AIM OF THE TASK ▸ Look for the word "list" in the material below, then report each line where it occurs.

RECORDS ▸

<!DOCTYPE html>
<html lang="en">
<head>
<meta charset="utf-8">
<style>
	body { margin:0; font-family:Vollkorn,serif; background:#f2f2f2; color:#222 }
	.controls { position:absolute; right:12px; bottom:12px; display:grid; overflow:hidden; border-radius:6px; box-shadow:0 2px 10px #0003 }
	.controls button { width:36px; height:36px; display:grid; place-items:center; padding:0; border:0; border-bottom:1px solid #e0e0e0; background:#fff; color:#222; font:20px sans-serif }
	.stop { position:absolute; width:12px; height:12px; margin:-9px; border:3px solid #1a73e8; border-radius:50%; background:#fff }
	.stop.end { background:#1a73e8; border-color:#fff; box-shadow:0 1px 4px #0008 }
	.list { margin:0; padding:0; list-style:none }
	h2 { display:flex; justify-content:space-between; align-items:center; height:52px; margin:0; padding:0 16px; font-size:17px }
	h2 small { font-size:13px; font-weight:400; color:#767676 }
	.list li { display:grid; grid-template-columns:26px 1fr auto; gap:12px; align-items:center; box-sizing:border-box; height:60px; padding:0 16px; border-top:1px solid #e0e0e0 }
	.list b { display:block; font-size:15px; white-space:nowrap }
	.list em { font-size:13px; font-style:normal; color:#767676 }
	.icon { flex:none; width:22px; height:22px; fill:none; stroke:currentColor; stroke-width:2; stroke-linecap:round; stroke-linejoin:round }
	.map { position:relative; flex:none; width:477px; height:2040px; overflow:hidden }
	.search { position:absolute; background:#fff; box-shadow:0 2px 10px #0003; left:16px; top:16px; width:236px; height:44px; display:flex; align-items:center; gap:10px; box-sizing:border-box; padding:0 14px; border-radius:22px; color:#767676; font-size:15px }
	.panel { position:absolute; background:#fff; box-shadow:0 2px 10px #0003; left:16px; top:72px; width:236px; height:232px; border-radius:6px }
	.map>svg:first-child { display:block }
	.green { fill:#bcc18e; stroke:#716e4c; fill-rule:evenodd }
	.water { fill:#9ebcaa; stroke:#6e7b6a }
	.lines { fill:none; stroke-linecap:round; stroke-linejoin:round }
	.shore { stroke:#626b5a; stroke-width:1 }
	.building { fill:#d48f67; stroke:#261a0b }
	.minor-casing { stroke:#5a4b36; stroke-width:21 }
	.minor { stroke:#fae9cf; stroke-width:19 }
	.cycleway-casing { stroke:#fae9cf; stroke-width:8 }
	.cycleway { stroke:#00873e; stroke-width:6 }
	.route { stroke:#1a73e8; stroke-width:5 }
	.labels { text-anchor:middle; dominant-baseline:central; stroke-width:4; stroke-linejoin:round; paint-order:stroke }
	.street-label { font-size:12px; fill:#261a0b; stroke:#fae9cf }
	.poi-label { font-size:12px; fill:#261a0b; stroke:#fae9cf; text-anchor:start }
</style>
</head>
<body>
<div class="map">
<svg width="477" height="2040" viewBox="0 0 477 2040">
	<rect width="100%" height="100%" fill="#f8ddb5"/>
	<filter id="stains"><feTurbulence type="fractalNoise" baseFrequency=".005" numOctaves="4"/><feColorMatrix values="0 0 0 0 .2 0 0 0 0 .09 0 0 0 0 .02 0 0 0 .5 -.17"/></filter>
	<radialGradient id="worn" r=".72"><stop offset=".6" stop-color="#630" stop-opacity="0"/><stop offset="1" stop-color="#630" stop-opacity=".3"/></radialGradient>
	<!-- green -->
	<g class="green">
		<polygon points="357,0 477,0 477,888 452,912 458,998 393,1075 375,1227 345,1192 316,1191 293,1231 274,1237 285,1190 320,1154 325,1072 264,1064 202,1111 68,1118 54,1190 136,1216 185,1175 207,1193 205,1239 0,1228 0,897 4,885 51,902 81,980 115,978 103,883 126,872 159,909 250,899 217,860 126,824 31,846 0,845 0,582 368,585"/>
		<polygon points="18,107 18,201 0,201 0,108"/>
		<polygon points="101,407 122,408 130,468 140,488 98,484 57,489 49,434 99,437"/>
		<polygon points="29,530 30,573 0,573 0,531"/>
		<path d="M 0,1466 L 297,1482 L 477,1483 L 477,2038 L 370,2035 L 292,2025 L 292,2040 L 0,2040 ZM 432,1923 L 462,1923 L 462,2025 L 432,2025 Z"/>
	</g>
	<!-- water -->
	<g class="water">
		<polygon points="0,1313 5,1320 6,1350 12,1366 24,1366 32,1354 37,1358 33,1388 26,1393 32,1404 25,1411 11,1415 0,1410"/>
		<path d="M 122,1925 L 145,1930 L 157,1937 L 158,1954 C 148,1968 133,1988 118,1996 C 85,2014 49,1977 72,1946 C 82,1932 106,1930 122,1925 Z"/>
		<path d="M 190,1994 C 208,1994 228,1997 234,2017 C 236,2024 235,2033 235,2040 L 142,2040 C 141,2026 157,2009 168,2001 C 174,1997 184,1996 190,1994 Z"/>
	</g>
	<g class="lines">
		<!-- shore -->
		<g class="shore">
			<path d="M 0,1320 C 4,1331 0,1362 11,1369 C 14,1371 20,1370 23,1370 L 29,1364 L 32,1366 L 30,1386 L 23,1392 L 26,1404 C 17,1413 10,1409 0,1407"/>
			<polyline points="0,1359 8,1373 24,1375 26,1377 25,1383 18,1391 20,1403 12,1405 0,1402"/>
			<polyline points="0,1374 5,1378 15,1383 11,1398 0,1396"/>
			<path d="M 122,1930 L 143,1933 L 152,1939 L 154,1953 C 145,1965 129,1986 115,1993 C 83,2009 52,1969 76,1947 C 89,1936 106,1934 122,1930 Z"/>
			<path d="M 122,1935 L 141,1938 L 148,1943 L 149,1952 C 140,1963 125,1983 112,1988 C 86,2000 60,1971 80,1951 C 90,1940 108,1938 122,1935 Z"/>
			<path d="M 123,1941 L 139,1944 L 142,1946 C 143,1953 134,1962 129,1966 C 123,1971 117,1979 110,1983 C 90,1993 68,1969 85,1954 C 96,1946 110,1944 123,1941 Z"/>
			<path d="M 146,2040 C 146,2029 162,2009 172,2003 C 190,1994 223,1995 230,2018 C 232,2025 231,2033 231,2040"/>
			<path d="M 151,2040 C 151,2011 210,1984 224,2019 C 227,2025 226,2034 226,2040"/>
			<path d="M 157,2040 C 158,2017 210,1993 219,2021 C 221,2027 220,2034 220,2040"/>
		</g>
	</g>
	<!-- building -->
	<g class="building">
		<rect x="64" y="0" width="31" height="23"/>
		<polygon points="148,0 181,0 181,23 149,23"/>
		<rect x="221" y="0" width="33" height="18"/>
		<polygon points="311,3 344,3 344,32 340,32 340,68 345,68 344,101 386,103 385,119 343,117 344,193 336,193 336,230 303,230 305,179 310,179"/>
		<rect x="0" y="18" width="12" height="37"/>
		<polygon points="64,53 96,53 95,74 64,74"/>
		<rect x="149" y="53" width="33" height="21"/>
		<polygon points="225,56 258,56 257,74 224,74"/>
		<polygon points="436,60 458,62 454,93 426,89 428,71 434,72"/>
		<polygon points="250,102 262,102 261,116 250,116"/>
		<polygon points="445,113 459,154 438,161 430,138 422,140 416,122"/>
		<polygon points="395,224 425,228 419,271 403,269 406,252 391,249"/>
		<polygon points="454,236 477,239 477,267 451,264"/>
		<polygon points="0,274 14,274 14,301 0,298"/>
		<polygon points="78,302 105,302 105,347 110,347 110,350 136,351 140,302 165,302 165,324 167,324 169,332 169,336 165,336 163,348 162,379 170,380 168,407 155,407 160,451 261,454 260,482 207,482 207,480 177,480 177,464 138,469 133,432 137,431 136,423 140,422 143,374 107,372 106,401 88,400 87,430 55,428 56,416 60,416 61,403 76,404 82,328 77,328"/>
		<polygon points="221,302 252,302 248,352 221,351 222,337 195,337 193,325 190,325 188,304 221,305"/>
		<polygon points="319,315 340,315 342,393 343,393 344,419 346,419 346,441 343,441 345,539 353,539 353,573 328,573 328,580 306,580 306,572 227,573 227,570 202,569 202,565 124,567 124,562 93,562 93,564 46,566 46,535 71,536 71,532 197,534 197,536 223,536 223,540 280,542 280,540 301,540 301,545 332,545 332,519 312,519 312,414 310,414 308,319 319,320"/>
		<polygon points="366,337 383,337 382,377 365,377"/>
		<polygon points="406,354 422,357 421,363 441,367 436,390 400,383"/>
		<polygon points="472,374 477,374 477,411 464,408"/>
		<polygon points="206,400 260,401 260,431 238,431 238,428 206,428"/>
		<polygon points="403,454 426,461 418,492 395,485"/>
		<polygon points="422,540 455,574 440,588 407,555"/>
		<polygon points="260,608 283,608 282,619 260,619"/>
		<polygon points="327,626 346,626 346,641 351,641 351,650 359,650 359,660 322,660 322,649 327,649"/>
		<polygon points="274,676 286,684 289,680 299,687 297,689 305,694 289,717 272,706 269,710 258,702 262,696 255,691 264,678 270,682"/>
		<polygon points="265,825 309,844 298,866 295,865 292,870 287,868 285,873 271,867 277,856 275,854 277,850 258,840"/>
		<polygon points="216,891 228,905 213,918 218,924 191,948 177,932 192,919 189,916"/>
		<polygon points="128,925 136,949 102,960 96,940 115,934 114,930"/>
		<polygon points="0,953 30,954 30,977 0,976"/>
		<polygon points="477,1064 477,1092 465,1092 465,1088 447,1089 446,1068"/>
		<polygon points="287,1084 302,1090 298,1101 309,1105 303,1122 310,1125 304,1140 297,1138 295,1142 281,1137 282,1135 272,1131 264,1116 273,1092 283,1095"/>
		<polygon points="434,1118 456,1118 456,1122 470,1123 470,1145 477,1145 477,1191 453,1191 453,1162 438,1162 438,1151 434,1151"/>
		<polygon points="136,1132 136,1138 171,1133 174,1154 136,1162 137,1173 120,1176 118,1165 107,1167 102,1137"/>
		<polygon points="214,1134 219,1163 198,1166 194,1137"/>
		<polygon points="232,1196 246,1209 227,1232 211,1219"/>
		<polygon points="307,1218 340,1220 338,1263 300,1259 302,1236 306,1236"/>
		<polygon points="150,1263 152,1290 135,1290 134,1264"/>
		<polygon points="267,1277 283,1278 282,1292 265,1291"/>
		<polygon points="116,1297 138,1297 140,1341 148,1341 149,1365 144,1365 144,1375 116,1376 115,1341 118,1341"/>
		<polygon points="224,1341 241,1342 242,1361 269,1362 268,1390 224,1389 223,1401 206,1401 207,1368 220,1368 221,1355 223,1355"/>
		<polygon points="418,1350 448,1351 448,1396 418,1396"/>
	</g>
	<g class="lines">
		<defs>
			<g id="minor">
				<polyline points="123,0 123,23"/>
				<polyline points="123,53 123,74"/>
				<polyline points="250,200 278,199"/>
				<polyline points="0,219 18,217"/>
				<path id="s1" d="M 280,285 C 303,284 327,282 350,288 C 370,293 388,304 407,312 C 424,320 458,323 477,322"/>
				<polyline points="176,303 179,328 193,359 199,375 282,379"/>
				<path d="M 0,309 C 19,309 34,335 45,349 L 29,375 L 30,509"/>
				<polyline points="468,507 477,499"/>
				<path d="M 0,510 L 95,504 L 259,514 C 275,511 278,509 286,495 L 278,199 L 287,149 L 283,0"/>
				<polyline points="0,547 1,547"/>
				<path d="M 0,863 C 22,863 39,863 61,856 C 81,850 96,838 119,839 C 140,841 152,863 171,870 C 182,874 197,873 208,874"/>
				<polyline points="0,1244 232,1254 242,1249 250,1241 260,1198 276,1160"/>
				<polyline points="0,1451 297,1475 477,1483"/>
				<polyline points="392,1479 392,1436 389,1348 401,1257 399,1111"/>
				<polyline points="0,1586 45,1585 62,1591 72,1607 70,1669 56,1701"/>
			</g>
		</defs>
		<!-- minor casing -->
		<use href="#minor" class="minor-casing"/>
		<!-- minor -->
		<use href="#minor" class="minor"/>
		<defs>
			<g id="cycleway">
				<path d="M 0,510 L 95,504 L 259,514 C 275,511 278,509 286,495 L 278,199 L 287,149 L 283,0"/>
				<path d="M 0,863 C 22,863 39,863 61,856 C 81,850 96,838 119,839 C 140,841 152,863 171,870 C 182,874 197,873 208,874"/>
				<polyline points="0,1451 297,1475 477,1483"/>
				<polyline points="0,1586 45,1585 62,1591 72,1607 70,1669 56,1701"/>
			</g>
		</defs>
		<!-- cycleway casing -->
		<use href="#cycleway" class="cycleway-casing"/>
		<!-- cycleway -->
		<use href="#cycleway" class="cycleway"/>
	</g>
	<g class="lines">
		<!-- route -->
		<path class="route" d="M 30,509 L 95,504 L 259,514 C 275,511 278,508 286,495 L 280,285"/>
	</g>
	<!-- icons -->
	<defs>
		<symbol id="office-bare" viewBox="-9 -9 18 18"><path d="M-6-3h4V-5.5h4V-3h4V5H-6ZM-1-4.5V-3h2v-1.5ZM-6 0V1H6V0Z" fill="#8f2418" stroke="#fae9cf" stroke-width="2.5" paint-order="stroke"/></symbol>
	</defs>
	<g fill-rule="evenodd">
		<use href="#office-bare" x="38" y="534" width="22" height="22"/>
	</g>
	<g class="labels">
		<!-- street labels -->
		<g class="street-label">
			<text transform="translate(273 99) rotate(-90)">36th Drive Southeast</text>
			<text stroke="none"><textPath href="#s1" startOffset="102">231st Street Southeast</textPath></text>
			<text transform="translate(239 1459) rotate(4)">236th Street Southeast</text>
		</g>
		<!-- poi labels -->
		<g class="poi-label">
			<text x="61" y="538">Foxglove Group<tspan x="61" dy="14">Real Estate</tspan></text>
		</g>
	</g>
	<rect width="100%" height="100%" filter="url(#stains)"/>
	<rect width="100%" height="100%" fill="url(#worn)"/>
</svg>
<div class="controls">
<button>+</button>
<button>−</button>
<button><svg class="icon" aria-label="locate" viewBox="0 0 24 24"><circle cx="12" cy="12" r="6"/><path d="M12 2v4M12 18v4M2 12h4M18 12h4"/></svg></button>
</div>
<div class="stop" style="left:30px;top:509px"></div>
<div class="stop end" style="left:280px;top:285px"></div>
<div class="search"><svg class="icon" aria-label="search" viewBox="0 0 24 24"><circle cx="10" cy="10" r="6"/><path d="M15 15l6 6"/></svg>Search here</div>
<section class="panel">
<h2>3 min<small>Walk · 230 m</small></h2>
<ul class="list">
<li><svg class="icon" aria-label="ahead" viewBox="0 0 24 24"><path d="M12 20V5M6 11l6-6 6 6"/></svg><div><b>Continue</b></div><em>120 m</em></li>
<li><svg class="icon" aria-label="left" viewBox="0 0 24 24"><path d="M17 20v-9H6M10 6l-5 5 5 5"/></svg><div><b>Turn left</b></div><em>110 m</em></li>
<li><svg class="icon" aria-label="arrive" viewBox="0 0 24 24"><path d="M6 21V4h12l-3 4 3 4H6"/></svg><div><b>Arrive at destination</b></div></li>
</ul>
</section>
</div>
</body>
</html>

EXERCISE ANSWER ▸
	.list { margin:0; padding:0; list-style:none }
	.list li { display:grid; grid-template-columns:26px 1fr auto; gap:12px; align-items:center; box-sizing:border-box; height:60px; padding:0 16px; border-top:1px solid #e0e0e0 }
	.list b { display:block; font-size:15px; white-space:nowrap }
	.list em { font-size:13px; font-style:normal; color:#767676 }
<ul class="list">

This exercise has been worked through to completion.